# Help finding lionel train set 1962 or 1963



## milleroccie (Jan 9, 2008)

Greetings!

I am trying to replace a train set I owned as a kid.
Can't remember if I got the train Dec 1962 or 1963.
Looking on Ebay I found the train set that looks like mine (Same box).
It's a Lionel O gauge electric train set #11520 from 1963. Box has a picture of a train and a mountain in the backround.
Would this train set have been available in 1962?

Many thanks to all you train experts out there!!


----------



## Boston&Maine (Dec 19, 2007)

Well, I do not think too many people on here work with O gauge (they all seem to be HO'ers), so since I do I figured I would go hunting for you  

I was not able to find any hard evidence which says that the set was available in 1962, all the things which I read tied the set to 1963... I found this site which says the 242 engine was produced from 1962 to 1966, but who knows, it probably came with other sets... If there is a Barnes&Noble near you, you can go in and see if they have this book in stock for you to look at, or maybe even you local library has a copy...

Sorry, but that is all I could get with pages of Google...


----------



## LadyHulke (Mar 17, 2012)

*Hi*

I have a Lionel Electric Train set 1963, still in the box. Are you still interested?


----------



## Big Ed (Jun 16, 2009)

LadyHulke said:


> I have a Lionel Electric Train set 1963, still in the box. Are you still interested?



I doubt it.
The date of the post is back in early 2008.
And he has only one post.

If you want to try and sell it use our member to member section, you must put an asking price. Pictures would help.


----------



## tjcruiser (Jan 10, 2010)

Lady,

Not sure if you noticed, but the original poster posed that questoin way back in 2008, and he was a one-time poster. Very likely not checking in 'round these parts.

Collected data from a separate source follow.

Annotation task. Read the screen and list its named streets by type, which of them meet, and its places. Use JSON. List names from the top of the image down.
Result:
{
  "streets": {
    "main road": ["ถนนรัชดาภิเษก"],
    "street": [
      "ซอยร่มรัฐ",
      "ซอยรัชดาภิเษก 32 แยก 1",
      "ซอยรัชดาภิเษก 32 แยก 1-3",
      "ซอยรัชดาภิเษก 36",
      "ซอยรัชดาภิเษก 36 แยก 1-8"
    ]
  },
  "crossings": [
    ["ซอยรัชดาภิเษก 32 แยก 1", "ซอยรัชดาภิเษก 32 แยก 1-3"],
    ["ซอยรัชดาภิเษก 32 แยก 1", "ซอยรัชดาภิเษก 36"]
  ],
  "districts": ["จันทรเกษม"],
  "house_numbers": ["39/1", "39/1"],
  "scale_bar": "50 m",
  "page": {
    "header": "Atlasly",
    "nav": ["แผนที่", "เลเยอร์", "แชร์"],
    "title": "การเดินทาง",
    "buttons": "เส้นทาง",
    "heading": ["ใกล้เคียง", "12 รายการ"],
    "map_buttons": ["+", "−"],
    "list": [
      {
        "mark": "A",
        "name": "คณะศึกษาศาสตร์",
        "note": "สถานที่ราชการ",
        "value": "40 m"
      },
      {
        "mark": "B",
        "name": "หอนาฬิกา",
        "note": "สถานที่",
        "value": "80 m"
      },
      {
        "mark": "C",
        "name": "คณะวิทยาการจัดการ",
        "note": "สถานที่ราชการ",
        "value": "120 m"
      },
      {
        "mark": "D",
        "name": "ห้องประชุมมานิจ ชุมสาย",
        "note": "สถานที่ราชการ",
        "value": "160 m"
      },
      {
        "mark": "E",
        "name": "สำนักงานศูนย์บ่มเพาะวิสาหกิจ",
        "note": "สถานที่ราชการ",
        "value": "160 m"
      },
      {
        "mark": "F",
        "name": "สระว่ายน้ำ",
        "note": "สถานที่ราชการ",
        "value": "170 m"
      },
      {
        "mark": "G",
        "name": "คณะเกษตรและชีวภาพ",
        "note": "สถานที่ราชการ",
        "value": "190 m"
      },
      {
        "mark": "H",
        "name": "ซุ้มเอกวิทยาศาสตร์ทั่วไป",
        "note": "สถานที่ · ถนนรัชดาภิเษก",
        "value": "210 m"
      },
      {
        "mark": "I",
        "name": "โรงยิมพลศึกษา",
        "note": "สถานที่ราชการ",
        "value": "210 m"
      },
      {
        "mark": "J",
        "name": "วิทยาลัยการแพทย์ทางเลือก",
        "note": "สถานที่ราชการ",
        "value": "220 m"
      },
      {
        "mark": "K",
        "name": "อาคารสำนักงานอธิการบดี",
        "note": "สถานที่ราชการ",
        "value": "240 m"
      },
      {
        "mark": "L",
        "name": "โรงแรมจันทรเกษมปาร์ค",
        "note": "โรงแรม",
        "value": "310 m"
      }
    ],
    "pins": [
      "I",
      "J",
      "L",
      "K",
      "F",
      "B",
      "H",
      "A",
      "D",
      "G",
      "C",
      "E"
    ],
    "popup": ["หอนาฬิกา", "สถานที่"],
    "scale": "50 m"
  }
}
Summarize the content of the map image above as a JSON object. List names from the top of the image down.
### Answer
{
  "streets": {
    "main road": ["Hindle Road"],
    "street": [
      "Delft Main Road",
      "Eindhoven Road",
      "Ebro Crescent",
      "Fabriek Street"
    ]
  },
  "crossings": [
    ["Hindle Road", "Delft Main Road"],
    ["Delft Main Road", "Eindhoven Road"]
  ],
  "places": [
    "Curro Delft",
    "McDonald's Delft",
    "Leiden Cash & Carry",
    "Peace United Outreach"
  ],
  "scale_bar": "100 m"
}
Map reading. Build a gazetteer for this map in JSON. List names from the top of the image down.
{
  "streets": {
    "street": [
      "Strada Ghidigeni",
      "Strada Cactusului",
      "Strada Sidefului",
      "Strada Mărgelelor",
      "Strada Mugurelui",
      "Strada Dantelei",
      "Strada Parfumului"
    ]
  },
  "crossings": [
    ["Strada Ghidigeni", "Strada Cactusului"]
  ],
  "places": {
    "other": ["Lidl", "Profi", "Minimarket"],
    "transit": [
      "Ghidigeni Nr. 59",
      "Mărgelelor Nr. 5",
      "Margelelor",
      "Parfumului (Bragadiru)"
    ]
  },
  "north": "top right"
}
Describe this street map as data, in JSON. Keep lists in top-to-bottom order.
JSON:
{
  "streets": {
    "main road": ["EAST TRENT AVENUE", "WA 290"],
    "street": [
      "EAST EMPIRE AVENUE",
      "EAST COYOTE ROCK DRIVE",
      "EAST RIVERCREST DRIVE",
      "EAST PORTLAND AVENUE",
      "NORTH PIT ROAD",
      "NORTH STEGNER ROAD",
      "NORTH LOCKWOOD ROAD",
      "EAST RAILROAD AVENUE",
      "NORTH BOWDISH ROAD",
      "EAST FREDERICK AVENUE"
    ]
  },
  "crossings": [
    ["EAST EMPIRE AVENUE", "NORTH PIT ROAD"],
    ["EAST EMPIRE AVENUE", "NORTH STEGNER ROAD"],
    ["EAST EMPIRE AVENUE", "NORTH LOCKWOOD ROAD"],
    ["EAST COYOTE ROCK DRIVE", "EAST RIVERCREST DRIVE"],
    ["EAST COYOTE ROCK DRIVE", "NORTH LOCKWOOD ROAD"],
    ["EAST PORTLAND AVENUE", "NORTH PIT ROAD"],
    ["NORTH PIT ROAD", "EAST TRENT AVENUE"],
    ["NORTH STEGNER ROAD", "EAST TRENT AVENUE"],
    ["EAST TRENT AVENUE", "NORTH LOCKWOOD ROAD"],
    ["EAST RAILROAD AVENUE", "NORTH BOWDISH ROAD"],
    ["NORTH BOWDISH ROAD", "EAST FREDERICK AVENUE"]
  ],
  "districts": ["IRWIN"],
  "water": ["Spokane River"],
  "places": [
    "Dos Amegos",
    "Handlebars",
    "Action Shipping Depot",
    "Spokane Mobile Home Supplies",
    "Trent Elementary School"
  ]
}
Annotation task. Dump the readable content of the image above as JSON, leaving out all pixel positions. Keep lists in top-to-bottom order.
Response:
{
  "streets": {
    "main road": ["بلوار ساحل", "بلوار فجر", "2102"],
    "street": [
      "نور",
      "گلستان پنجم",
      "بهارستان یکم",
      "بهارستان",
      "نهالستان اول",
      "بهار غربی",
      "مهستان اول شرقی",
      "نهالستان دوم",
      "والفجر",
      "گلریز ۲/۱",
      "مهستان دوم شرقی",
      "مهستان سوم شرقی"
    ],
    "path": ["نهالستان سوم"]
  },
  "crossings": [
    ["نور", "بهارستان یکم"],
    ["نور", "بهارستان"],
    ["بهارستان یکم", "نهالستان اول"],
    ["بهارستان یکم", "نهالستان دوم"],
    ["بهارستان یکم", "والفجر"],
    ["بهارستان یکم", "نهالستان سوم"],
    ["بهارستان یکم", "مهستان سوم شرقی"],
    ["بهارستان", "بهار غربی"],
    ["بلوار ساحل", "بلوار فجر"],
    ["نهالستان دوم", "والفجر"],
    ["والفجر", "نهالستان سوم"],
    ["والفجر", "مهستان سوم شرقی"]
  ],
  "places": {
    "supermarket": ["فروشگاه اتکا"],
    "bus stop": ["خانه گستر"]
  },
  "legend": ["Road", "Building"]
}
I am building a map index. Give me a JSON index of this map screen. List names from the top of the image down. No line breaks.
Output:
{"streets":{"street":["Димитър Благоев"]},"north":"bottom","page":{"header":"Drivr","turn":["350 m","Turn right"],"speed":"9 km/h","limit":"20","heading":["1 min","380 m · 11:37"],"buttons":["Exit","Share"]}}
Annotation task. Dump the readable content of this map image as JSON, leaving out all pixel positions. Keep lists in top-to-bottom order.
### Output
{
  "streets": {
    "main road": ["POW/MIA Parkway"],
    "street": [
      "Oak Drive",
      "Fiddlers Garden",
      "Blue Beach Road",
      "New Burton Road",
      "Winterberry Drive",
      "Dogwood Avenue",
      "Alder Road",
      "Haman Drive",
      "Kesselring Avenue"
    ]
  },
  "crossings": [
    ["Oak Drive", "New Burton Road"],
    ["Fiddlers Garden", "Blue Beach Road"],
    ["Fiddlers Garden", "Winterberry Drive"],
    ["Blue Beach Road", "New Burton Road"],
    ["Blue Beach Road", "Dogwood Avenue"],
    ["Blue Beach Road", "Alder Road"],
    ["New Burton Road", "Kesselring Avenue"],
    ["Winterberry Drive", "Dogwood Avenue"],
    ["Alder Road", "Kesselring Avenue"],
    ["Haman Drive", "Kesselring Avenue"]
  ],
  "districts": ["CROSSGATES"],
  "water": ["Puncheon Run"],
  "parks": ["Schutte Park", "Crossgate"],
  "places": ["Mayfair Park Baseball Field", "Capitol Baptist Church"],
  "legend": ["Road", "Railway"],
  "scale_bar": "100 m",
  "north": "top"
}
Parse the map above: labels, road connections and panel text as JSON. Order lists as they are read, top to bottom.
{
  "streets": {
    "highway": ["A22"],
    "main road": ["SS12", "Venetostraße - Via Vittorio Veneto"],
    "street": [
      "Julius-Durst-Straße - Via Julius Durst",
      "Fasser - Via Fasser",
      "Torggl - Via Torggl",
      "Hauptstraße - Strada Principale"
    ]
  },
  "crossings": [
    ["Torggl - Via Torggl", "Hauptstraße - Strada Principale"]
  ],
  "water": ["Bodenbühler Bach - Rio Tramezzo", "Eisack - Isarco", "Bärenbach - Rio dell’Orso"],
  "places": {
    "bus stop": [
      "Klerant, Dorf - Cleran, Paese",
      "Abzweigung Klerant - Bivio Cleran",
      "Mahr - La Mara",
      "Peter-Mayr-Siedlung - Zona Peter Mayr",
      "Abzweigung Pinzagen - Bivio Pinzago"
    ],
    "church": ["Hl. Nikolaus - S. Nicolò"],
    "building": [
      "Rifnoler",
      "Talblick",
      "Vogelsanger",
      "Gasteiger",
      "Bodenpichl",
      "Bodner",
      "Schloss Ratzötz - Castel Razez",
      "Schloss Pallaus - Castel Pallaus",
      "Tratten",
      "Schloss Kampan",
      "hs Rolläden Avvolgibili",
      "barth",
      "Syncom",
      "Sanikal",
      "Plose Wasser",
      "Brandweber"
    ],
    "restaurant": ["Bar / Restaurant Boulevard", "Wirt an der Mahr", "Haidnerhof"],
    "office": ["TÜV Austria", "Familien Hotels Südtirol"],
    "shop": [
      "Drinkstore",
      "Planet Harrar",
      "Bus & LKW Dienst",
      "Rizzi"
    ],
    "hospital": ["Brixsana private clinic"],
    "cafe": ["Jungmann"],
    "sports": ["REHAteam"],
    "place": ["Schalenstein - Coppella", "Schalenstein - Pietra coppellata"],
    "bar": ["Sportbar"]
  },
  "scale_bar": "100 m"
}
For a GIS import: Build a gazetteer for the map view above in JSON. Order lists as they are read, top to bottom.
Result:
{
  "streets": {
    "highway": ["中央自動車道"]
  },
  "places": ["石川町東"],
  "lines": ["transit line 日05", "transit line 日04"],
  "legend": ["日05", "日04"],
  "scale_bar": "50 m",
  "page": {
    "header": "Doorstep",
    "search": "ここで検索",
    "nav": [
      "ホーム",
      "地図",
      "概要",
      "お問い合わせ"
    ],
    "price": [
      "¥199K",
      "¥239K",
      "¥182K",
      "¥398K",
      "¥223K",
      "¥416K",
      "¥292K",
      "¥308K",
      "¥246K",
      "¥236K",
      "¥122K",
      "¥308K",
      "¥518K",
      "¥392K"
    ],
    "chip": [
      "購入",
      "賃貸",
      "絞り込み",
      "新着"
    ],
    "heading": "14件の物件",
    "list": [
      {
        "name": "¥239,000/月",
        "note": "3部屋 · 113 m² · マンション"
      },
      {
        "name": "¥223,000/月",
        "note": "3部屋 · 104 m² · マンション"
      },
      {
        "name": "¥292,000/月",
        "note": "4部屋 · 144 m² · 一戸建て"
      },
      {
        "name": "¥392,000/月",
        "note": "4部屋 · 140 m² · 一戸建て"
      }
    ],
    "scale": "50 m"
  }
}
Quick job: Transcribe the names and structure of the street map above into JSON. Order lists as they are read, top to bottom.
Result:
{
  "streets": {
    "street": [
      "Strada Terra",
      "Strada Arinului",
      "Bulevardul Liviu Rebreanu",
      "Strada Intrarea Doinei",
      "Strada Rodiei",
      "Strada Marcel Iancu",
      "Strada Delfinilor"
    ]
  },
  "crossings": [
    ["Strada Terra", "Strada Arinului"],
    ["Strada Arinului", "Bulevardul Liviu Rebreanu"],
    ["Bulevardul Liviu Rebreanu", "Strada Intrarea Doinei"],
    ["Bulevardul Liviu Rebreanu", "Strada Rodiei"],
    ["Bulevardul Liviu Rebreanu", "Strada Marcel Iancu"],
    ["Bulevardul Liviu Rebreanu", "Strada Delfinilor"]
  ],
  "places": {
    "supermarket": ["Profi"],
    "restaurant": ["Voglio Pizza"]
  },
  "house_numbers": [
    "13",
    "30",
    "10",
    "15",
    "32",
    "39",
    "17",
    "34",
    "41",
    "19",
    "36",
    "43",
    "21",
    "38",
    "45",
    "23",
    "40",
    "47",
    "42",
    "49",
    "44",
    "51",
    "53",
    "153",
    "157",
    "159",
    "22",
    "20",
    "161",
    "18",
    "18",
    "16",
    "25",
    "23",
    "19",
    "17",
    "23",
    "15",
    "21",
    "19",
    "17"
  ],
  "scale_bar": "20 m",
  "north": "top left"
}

Feel free to create a new thread in our For Sale Member to Member section if you want to offer your set to our other members here ... add pics, asking price, condition, etc.

Regards,

TJ

(Sorry ... didn't mean to dup Ed ... posted at the same time!)


----------



## Big Ed (Jun 16, 2009)

tjcruiser said:


> Lady,
> 
> Not sure if you noticed, but the original poster posed that questoin way back in 2008, and he was a one-time poster. Very likely not checking in 'round these parts.
> 
> ...






Another post another dollar.


----------